(Stored items)

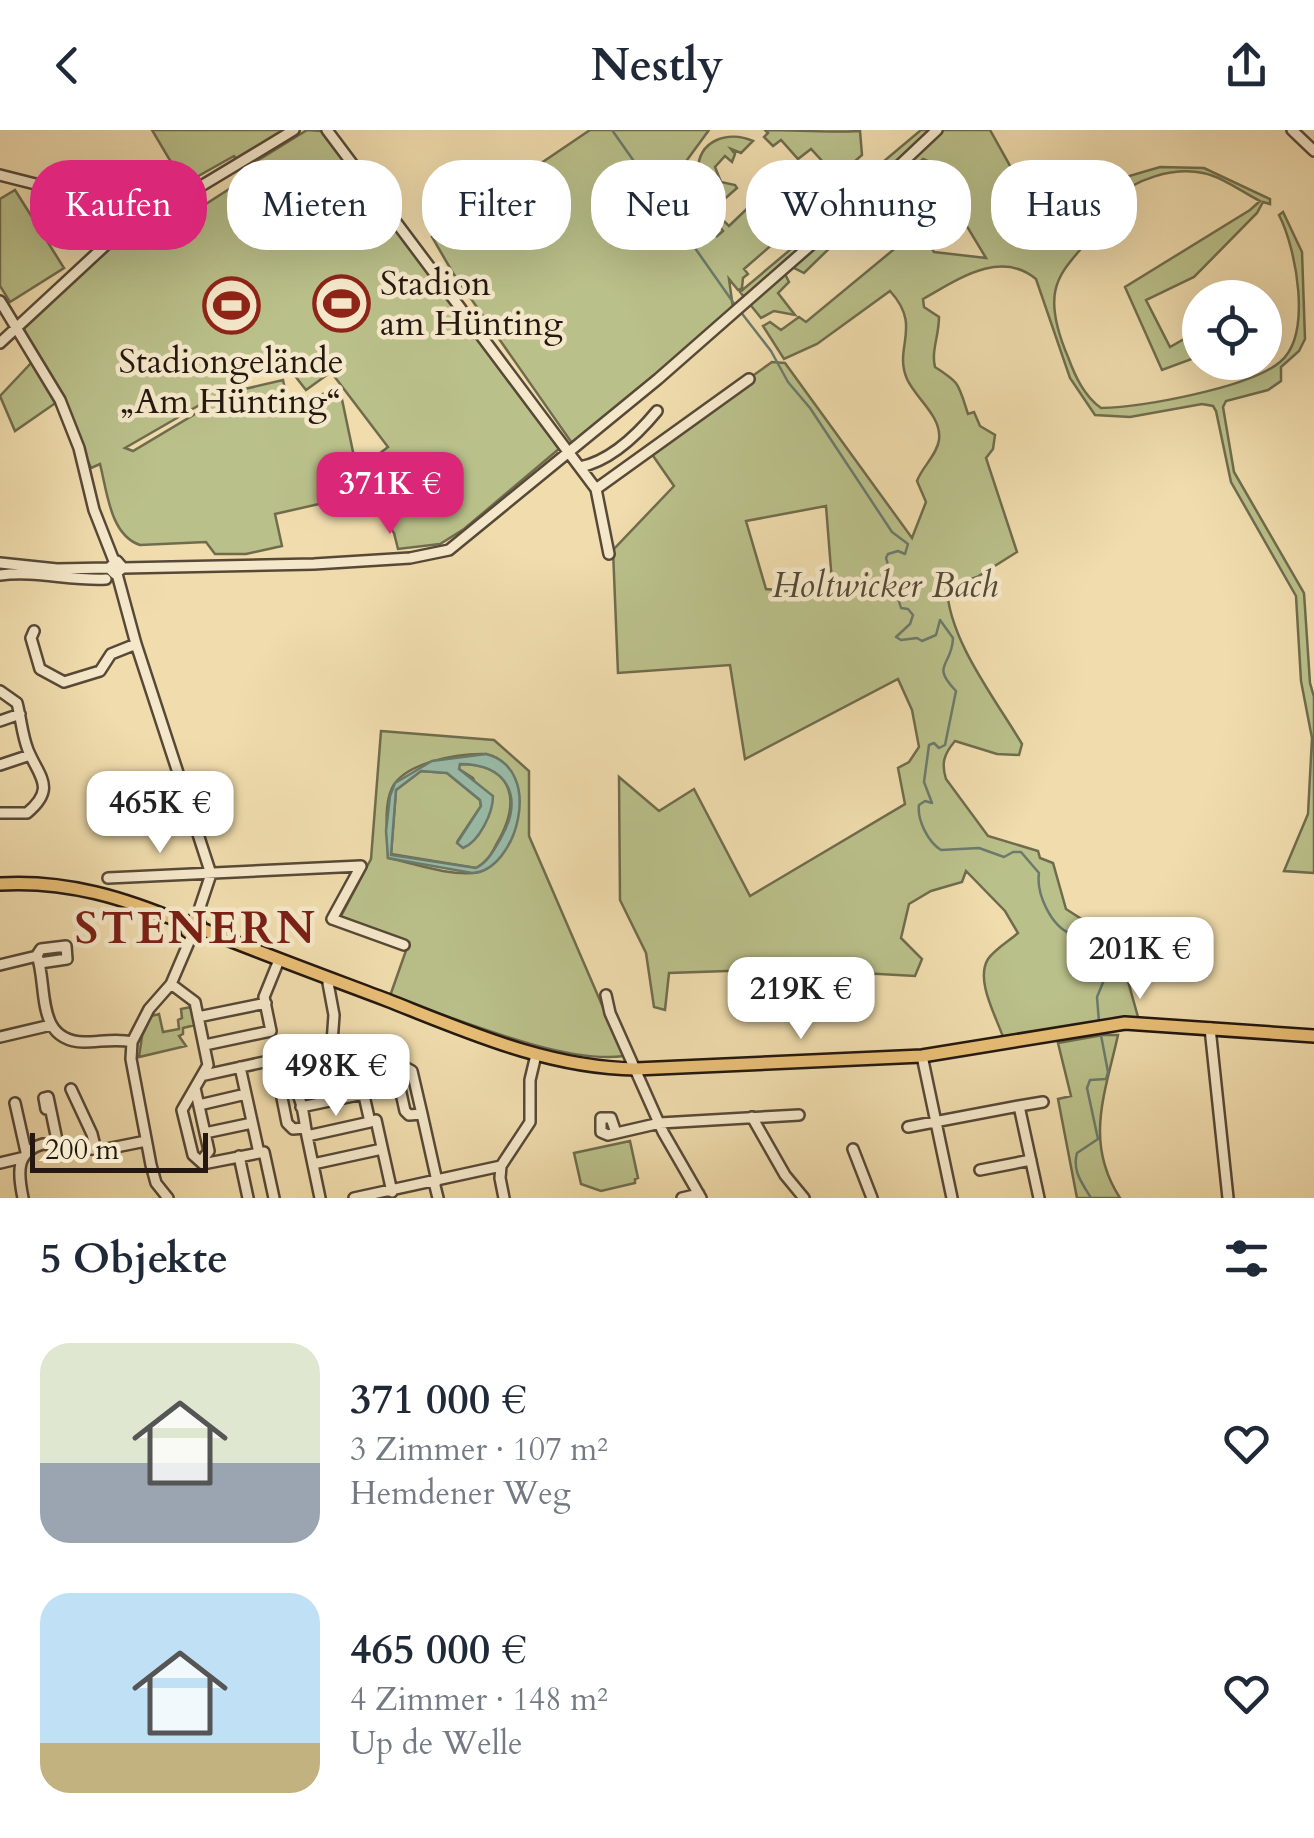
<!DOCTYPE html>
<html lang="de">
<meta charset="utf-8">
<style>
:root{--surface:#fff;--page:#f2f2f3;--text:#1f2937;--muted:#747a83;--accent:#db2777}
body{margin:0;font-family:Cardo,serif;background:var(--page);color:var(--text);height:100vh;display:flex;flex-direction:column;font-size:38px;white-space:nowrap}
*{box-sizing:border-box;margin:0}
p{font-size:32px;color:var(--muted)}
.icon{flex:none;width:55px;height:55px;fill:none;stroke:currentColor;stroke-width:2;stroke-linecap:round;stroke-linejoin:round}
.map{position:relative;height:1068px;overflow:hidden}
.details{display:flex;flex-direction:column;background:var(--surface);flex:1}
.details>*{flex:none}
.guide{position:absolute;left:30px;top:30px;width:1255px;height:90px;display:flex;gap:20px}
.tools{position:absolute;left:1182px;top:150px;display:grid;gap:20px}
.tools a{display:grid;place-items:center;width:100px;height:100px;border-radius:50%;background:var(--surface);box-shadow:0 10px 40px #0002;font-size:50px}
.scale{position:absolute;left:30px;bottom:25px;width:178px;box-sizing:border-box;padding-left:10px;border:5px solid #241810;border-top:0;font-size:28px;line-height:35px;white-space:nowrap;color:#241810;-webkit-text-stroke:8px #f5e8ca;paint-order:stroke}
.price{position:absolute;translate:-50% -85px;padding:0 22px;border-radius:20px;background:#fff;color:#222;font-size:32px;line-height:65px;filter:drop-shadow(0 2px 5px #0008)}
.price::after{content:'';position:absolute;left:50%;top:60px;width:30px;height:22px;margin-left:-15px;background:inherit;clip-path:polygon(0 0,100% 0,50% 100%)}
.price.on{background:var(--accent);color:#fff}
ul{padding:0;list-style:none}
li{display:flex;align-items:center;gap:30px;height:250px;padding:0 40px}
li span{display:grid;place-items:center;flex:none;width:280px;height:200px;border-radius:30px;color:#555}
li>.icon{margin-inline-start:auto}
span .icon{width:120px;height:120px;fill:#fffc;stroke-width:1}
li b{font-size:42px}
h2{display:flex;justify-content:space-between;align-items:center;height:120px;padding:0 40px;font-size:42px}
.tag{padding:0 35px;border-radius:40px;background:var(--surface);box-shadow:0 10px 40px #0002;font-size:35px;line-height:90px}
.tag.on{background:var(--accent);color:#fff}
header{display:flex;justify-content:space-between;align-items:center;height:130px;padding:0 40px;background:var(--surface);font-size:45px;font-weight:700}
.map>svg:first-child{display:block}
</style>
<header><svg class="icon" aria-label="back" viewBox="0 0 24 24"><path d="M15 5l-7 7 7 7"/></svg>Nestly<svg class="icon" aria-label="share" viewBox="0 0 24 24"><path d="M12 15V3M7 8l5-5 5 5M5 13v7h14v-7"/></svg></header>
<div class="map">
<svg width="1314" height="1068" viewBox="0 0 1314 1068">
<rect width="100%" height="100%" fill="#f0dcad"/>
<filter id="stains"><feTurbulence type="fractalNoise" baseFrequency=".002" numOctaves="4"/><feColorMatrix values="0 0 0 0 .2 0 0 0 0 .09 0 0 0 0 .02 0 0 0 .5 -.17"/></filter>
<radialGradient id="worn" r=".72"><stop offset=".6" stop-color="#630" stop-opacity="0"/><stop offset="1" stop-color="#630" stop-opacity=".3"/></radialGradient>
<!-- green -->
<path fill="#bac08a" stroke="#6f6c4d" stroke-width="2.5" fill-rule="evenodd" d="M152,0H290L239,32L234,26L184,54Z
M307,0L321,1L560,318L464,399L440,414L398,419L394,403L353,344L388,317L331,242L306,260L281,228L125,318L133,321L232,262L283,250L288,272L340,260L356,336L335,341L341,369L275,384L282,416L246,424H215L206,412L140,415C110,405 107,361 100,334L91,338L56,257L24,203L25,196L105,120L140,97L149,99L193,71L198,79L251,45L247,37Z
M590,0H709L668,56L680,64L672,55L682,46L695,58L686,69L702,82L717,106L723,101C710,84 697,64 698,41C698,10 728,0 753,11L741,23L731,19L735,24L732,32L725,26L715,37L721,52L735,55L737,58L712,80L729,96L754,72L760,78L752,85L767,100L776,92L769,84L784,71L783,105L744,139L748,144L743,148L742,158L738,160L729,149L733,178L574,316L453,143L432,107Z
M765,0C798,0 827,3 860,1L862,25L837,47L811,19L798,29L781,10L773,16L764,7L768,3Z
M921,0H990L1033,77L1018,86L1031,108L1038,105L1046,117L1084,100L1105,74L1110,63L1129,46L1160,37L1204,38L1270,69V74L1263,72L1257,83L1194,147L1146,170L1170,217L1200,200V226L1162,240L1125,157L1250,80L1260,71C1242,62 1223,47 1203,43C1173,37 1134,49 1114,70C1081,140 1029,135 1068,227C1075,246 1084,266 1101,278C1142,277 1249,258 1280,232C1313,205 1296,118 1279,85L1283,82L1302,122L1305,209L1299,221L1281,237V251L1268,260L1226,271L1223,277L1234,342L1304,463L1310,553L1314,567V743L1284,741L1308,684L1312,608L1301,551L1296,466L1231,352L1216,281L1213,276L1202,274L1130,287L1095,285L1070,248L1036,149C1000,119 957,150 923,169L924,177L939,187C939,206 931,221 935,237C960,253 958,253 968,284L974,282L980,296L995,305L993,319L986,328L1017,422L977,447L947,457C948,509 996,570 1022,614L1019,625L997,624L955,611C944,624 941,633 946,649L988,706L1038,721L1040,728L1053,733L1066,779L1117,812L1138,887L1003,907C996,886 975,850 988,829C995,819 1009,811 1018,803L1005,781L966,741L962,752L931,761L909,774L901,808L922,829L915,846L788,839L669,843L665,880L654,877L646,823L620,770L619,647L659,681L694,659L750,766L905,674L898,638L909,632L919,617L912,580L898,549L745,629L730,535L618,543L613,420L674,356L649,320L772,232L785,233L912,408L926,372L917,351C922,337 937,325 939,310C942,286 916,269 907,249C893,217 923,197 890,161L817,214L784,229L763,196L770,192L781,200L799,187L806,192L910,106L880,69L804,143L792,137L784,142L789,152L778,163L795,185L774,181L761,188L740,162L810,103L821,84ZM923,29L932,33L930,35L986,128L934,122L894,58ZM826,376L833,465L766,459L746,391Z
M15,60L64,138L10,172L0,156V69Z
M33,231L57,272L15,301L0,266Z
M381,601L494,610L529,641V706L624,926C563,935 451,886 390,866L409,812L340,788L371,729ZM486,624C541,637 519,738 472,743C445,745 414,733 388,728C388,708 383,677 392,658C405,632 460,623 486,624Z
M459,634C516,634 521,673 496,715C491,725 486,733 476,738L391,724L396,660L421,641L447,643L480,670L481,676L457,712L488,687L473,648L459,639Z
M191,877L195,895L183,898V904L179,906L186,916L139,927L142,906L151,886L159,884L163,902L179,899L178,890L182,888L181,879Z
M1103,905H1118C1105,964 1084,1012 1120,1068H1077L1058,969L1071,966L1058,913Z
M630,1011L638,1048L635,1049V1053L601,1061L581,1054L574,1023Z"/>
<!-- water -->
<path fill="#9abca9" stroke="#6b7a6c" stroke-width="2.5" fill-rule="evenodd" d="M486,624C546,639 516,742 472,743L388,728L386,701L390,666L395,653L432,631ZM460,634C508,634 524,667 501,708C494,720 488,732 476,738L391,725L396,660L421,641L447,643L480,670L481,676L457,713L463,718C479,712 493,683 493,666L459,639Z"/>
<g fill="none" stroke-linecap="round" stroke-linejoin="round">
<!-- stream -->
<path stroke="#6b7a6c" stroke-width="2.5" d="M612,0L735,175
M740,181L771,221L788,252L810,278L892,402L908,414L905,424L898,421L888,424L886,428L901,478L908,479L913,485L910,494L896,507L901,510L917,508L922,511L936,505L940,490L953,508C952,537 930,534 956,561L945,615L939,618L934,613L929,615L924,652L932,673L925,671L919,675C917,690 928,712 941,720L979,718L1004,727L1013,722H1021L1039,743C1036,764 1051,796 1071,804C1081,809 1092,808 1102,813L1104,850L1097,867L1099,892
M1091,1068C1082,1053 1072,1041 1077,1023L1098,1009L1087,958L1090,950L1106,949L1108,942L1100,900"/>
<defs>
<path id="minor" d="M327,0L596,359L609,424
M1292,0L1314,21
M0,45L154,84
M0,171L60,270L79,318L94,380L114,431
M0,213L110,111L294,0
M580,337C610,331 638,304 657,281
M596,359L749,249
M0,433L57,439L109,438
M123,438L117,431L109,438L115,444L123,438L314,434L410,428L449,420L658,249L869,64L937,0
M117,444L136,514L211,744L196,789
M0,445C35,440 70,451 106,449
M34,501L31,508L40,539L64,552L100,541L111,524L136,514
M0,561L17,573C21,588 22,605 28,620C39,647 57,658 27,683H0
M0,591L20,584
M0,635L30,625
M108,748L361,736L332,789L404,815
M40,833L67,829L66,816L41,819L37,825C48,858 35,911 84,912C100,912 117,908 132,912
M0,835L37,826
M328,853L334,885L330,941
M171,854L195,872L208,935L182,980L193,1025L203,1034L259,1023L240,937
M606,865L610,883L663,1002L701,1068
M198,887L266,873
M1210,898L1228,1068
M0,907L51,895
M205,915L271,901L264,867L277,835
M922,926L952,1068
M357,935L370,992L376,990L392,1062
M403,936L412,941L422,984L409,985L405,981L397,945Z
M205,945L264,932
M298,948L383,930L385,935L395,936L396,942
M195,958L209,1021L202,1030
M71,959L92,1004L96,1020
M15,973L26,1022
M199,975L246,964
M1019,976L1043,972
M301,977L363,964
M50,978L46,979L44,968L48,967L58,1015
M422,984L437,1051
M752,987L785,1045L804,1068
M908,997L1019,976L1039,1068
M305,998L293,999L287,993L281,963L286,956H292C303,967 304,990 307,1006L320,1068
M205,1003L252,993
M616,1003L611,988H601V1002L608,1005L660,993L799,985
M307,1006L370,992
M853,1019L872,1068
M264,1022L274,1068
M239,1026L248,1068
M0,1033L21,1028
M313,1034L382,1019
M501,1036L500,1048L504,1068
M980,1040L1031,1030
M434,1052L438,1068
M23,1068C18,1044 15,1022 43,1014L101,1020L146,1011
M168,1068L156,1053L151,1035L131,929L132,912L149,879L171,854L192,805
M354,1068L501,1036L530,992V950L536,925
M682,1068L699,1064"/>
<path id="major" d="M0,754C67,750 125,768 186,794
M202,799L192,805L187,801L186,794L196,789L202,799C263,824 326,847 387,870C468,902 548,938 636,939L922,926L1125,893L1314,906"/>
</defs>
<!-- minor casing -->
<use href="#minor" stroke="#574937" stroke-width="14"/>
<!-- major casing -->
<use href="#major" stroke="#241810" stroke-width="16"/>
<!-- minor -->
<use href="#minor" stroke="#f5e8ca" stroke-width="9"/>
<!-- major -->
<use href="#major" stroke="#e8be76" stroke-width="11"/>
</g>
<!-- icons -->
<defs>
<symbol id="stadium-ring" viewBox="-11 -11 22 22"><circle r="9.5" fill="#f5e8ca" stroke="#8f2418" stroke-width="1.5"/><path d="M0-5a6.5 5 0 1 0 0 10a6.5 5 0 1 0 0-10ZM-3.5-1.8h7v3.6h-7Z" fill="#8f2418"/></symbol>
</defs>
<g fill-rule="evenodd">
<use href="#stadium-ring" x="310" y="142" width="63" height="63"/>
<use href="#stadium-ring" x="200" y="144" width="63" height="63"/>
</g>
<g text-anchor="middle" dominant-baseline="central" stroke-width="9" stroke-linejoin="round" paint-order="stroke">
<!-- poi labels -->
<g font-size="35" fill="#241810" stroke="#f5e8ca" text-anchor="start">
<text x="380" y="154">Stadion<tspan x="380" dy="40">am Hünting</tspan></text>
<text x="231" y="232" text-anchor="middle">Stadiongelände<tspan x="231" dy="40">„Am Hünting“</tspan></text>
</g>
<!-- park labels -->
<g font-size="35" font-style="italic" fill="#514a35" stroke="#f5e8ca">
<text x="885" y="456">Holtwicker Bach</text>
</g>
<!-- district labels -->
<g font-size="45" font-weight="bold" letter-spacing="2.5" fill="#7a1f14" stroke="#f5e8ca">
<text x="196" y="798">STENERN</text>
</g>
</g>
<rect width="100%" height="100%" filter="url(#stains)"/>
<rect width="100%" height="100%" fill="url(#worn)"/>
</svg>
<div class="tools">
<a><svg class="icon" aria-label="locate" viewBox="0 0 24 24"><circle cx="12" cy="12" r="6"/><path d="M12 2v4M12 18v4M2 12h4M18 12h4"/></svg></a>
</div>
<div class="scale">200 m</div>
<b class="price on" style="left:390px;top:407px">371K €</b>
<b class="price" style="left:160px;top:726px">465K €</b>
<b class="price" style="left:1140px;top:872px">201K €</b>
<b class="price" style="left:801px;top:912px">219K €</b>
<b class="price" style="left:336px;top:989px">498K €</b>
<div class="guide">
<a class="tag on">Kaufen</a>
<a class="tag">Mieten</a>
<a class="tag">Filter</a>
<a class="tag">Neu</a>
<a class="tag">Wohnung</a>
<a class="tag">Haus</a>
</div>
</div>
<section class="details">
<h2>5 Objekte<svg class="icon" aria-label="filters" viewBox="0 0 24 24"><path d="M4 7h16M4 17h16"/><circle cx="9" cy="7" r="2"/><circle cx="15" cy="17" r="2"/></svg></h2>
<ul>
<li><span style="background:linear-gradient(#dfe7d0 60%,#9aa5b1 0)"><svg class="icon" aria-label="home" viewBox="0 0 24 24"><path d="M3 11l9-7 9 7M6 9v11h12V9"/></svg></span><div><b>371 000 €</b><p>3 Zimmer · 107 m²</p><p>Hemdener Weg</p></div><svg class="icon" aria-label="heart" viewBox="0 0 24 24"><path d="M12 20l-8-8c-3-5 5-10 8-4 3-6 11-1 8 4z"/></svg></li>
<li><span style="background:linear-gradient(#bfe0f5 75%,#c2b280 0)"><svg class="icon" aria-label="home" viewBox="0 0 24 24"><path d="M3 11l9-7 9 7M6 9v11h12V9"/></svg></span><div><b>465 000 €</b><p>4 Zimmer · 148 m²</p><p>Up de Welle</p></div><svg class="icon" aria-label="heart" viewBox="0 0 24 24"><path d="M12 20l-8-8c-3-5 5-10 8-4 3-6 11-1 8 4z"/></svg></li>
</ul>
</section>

> DIRECTIONS FOR THIS TASK
All lines of the records above with the word "tools" in them are to be copied.

> YOUR SOLUTION
.tools{position:absolute;left:1182px;top:150px;display:grid;gap:20px}
.tools a{display:grid;place-items:center;width:100px;height:100px;border-radius:50%;background:var(--surface);box-shadow:0 10px 40px #0002;font-size:50px}
<div class="tools">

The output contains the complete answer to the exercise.